**EXERCISE INPUTS:**
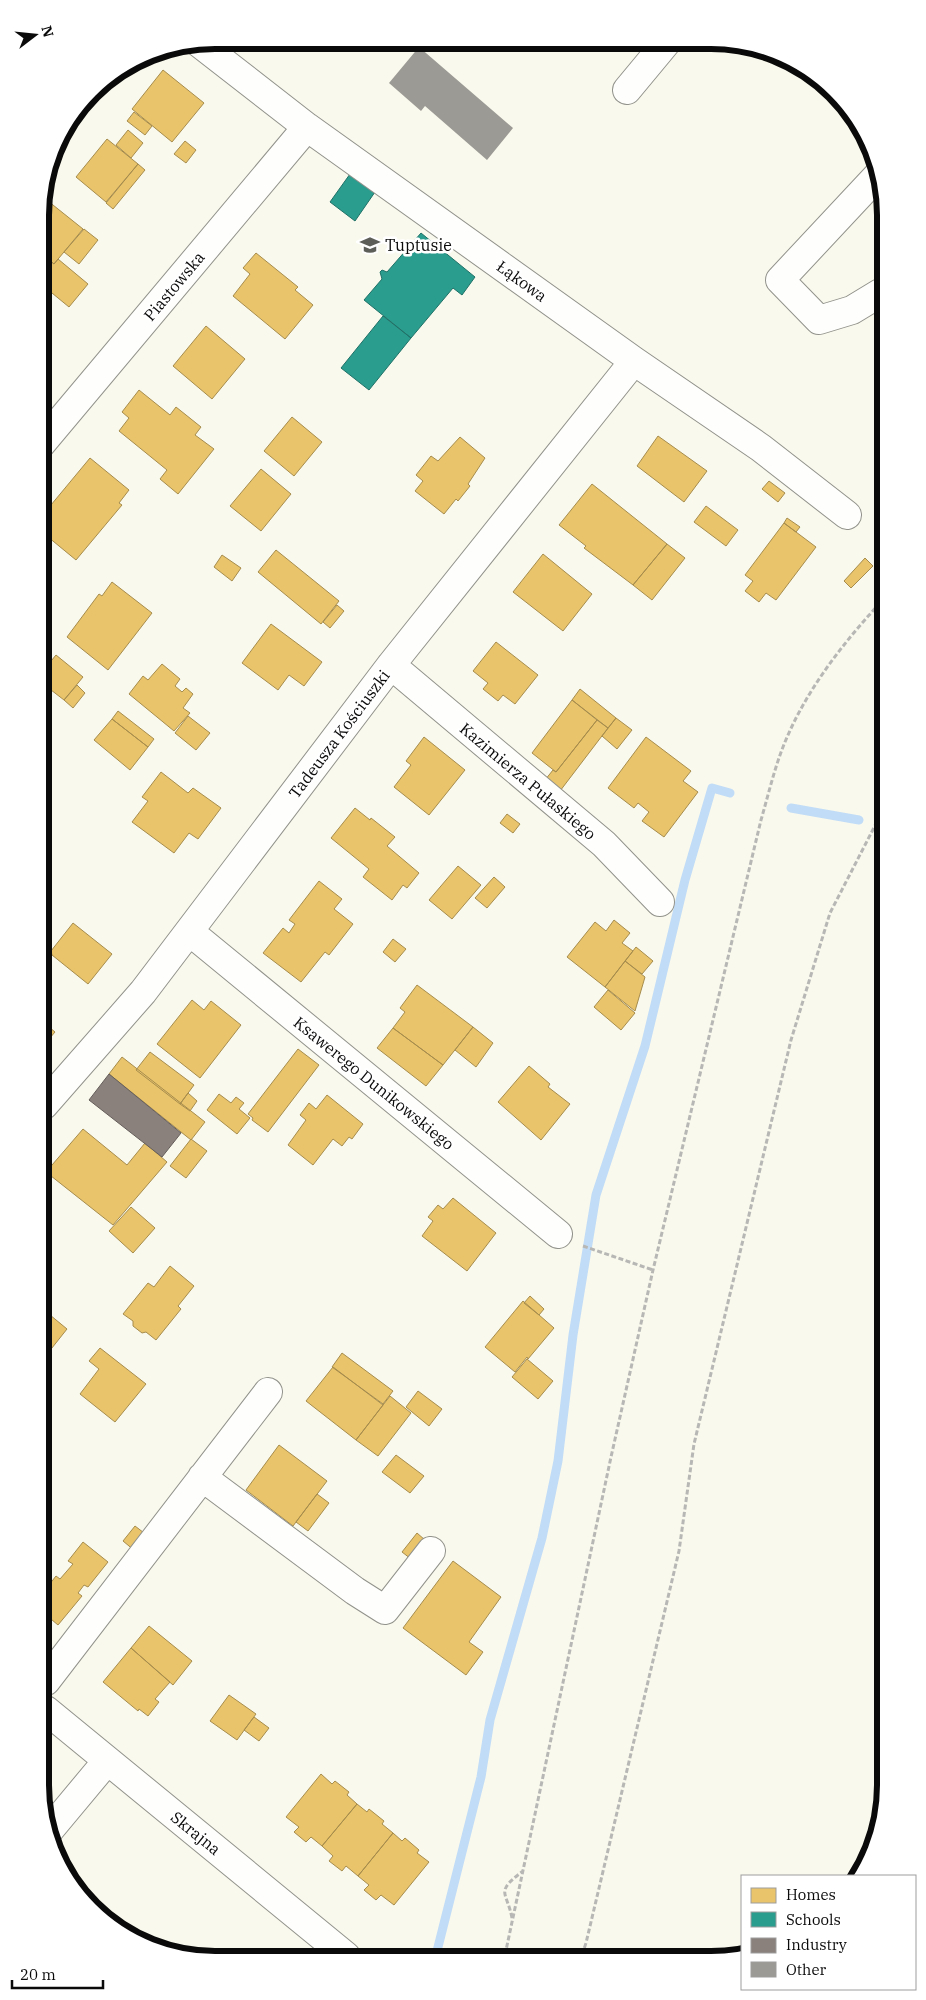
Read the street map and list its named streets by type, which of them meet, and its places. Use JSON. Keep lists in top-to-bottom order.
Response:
{
  "streets": {
    "street": [
      "Łąkowa",
      "Piastowska",
      "Tadeusza Kościuszki",
      "Kazimierza Pułaskiego",
      "Ksawerego Dunikowskiego",
      "Skrajna"
    ]
  },
  "crossings": [
    ["Łąkowa", "Piastowska"],
    ["Łąkowa", "Tadeusza Kościuszki"],
    ["Tadeusza Kościuszki", "Kazimierza Pułaskiego"],
    ["Tadeusza Kościuszki", "Ksawerego Dunikowskiego"]
  ],
  "places": {
    "school or university": ["Tuptusie"]
  },
  "legend": [
    "Homes",
    "Schools",
    "Industry",
    "Other"
  ],
  "scale_bar": "20 m",
  "north": "right"
}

**TASK PROMPT:**
Set down the entries above exactly; no pictures belong in the copy.

**SOLUTION FOR THIS PROBLEM:**
Read the street map and list its named streets by type, which of them meet, and its places. Use JSON. Keep lists in top-to-bottom order.
Response:
{
  "streets": {
    "street": [
      "Łąkowa",
      "Piastowska",
      "Tadeusza Kościuszki",
      "Kazimierza Pułaskiego",
      "Ksawerego Dunikowskiego",
      "Skrajna"
    ]
  },
  "crossings": [
    ["Łąkowa", "Piastowska"],
    ["Łąkowa", "Tadeusza Kościuszki"],
    ["Tadeusza Kościuszki", "Kazimierza Pułaskiego"],
    ["Tadeusza Kościuszki", "Ksawerego Dunikowskiego"]
  ],
  "places": {
    "school or university": ["Tuptusie"]
  },
  "legend": [
    "Homes",
    "Schools",
    "Industry",
    "Other"
  ],
  "scale_bar": "20 m",
  "north": "right"
}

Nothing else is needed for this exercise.